» THE TASK: Your job is to copy the data that follows exactly, every line included.

» DATA SUPPLIED:
'''

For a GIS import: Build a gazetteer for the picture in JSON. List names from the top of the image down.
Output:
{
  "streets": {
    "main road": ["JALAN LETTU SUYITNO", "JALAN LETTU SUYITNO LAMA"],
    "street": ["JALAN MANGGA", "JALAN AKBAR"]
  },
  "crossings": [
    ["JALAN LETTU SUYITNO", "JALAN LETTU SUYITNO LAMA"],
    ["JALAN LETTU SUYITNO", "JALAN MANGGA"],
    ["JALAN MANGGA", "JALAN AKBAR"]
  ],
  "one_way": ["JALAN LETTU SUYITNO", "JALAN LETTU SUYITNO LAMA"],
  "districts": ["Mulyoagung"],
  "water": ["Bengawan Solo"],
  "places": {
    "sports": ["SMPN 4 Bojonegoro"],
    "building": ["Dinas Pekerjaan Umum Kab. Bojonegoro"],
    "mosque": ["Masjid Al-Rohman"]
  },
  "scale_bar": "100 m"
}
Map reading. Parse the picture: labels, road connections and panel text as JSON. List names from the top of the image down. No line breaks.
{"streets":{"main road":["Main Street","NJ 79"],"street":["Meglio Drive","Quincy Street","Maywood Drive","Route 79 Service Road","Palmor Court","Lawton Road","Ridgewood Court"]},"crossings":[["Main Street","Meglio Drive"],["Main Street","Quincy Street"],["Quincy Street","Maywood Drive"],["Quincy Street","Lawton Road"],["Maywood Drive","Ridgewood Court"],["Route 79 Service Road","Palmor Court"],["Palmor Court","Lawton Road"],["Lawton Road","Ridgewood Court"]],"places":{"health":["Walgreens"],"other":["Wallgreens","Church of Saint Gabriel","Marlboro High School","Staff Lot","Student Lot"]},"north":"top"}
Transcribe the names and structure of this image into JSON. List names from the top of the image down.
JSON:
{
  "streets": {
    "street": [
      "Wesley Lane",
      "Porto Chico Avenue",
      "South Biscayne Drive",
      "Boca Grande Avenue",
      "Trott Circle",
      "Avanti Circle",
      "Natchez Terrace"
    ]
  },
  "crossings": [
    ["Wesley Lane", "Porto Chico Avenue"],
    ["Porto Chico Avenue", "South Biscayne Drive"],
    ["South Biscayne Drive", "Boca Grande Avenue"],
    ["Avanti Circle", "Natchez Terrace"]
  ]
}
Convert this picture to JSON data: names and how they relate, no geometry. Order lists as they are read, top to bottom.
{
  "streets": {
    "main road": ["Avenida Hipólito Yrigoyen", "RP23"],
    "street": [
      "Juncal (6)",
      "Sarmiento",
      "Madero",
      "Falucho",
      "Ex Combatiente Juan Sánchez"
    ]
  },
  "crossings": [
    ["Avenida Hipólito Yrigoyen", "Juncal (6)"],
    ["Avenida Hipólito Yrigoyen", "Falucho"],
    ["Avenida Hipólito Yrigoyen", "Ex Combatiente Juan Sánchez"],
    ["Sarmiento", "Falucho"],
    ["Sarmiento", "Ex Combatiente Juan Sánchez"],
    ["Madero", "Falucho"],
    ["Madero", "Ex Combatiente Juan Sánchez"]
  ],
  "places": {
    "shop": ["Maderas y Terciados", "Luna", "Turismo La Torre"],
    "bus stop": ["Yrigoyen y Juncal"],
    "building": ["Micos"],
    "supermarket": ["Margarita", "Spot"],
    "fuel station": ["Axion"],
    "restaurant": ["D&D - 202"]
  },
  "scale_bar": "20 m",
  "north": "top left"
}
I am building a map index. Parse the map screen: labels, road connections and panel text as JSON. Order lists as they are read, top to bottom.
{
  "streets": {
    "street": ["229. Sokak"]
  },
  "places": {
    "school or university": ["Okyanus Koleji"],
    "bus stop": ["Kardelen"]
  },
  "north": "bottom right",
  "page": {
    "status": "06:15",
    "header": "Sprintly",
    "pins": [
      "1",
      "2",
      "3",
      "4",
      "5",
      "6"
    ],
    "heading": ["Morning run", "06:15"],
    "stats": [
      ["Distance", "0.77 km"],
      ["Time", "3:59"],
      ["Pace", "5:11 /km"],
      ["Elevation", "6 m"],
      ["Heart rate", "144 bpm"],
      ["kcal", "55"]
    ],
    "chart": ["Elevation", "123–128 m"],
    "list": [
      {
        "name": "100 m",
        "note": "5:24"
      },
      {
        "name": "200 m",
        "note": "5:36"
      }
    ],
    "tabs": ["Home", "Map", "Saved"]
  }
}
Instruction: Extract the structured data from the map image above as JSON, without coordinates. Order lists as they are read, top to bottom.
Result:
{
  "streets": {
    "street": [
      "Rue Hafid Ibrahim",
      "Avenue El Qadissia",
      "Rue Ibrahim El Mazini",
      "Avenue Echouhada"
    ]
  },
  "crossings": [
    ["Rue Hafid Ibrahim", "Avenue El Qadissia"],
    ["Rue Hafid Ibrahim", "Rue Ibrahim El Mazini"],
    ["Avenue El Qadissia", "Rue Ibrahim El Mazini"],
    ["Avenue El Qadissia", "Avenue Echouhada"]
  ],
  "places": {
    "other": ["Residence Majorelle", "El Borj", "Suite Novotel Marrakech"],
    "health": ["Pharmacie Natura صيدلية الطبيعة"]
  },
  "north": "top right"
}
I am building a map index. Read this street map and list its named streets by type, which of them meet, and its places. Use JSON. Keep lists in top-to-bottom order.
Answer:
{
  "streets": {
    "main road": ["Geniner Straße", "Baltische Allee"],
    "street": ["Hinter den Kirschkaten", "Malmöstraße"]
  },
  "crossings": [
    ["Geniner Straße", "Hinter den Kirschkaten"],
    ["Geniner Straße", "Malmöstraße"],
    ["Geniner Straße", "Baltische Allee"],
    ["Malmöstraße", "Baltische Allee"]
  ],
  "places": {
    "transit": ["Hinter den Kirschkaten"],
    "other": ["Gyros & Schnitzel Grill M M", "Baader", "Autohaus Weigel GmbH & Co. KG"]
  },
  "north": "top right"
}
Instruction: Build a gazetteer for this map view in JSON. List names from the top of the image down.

'''

» RESPONSE TO THE EXERCISE:
For a GIS import: Build a gazetteer for the picture in JSON. List names from the top of the image down.
Output:
{
  "streets": {
    "main road": ["JALAN LETTU SUYITNO", "JALAN LETTU SUYITNO LAMA"],
    "street": ["JALAN MANGGA", "JALAN AKBAR"]
  },
  "crossings": [
    ["JALAN LETTU SUYITNO", "JALAN LETTU SUYITNO LAMA"],
    ["JALAN LETTU SUYITNO", "JALAN MANGGA"],
    ["JALAN MANGGA", "JALAN AKBAR"]
  ],
  "one_way": ["JALAN LETTU SUYITNO", "JALAN LETTU SUYITNO LAMA"],
  "districts": ["Mulyoagung"],
  "water": ["Bengawan Solo"],
  "places": {
    "sports": ["SMPN 4 Bojonegoro"],
    "building": ["Dinas Pekerjaan Umum Kab. Bojonegoro"],
    "mosque": ["Masjid Al-Rohman"]
  },
  "scale_bar": "100 m"
}
Map reading. Parse the picture: labels, road connections and panel text as JSON. List names from the top of the image down. No line breaks.
{"streets":{"main road":["Main Street","NJ 79"],"street":["Meglio Drive","Quincy Street","Maywood Drive","Route 79 Service Road","Palmor Court","Lawton Road","Ridgewood Court"]},"crossings":[["Main Street","Meglio Drive"],["Main Street","Quincy Street"],["Quincy Street","Maywood Drive"],["Quincy Street","Lawton Road"],["Maywood Drive","Ridgewood Court"],["Route 79 Service Road","Palmor Court"],["Palmor Court","Lawton Road"],["Lawton Road","Ridgewood Court"]],"places":{"health":["Walgreens"],"other":["Wallgreens","Church of Saint Gabriel","Marlboro High School","Staff Lot","Student Lot"]},"north":"top"}
Transcribe the names and structure of this image into JSON. List names from the top of the image down.
JSON:
{
  "streets": {
    "street": [
      "Wesley Lane",
      "Porto Chico Avenue",
      "South Biscayne Drive",
      "Boca Grande Avenue",
      "Trott Circle",
      "Avanti Circle",
      "Natchez Terrace"
    ]
  },
  "crossings": [
    ["Wesley Lane", "Porto Chico Avenue"],
    ["Porto Chico Avenue", "South Biscayne Drive"],
    ["South Biscayne Drive", "Boca Grande Avenue"],
    ["Avanti Circle", "Natchez Terrace"]
  ]
}
Convert this picture to JSON data: names and how they relate, no geometry. Order lists as they are read, top to bottom.
{
  "streets": {
    "main road": ["Avenida Hipólito Yrigoyen", "RP23"],
    "street": [
      "Juncal (6)",
      "Sarmiento",
      "Madero",
      "Falucho",
      "Ex Combatiente Juan Sánchez"
    ]
  },
  "crossings": [
    ["Avenida Hipólito Yrigoyen", "Juncal (6)"],
    ["Avenida Hipólito Yrigoyen", "Falucho"],
    ["Avenida Hipólito Yrigoyen", "Ex Combatiente Juan Sánchez"],
    ["Sarmiento", "Falucho"],
    ["Sarmiento", "Ex Combatiente Juan Sánchez"],
    ["Madero", "Falucho"],
    ["Madero", "Ex Combatiente Juan Sánchez"]
  ],
  "places": {
    "shop": ["Maderas y Terciados", "Luna", "Turismo La Torre"],
    "bus stop": ["Yrigoyen y Juncal"],
    "building": ["Micos"],
    "supermarket": ["Margarita", "Spot"],
    "fuel station": ["Axion"],
    "restaurant": ["D&D - 202"]
  },
  "scale_bar": "20 m",
  "north": "top left"
}
I am building a map index. Parse the map screen: labels, road connections and panel text as JSON. Order lists as they are read, top to bottom.
{
  "streets": {
    "street": ["229. Sokak"]
  },
  "places": {
    "school or university": ["Okyanus Koleji"],
    "bus stop": ["Kardelen"]
  },
  "north": "bottom right",
  "page": {
    "status": "06:15",
    "header": "Sprintly",
    "pins": [
      "1",
      "2",
      "3",
      "4",
      "5",
      "6"
    ],
    "heading": ["Morning run", "06:15"],
    "stats": [
      ["Distance", "0.77 km"],
      ["Time", "3:59"],
      ["Pace", "5:11 /km"],
      ["Elevation", "6 m"],
      ["Heart rate", "144 bpm"],
      ["kcal", "55"]
    ],
    "chart": ["Elevation", "123–128 m"],
    "list": [
      {
        "name": "100 m",
        "note": "5:24"
      },
      {
        "name": "200 m",
        "note": "5:36"
      }
    ],
    "tabs": ["Home", "Map", "Saved"]
  }
}
Instruction: Extract the structured data from the map image above as JSON, without coordinates. Order lists as they are read, top to bottom.
Result:
{
  "streets": {
    "street": [
      "Rue Hafid Ibrahim",
      "Avenue El Qadissia",
      "Rue Ibrahim El Mazini",
      "Avenue Echouhada"
    ]
  },
  "crossings": [
    ["Rue Hafid Ibrahim", "Avenue El Qadissia"],
    ["Rue Hafid Ibrahim", "Rue Ibrahim El Mazini"],
    ["Avenue El Qadissia", "Rue Ibrahim El Mazini"],
    ["Avenue El Qadissia", "Avenue Echouhada"]
  ],
  "places": {
    "other": ["Residence Majorelle", "El Borj", "Suite Novotel Marrakech"],
    "health": ["Pharmacie Natura صيدلية الطبيعة"]
  },
  "north": "top right"
}
I am building a map index. Read this street map and list its named streets by type, which of them meet, and its places. Use JSON. Keep lists in top-to-bottom order.
Answer:
{
  "streets": {
    "main road": ["Geniner Straße", "Baltische Allee"],
    "street": ["Hinter den Kirschkaten", "Malmöstraße"]
  },
  "crossings": [
    ["Geniner Straße", "Hinter den Kirschkaten"],
    ["Geniner Straße", "Malmöstraße"],
    ["Geniner Straße", "Baltische Allee"],
    ["Malmöstraße", "Baltische Allee"]
  ],
  "places": {
    "transit": ["Hinter den Kirschkaten"],
    "other": ["Gyros & Schnitzel Grill M M", "Baader", "Autohaus Weigel GmbH & Co. KG"]
  },
  "north": "top right"
}
Instruction: Build a gazetteer for this map view in JSON. List names from the top of the image down.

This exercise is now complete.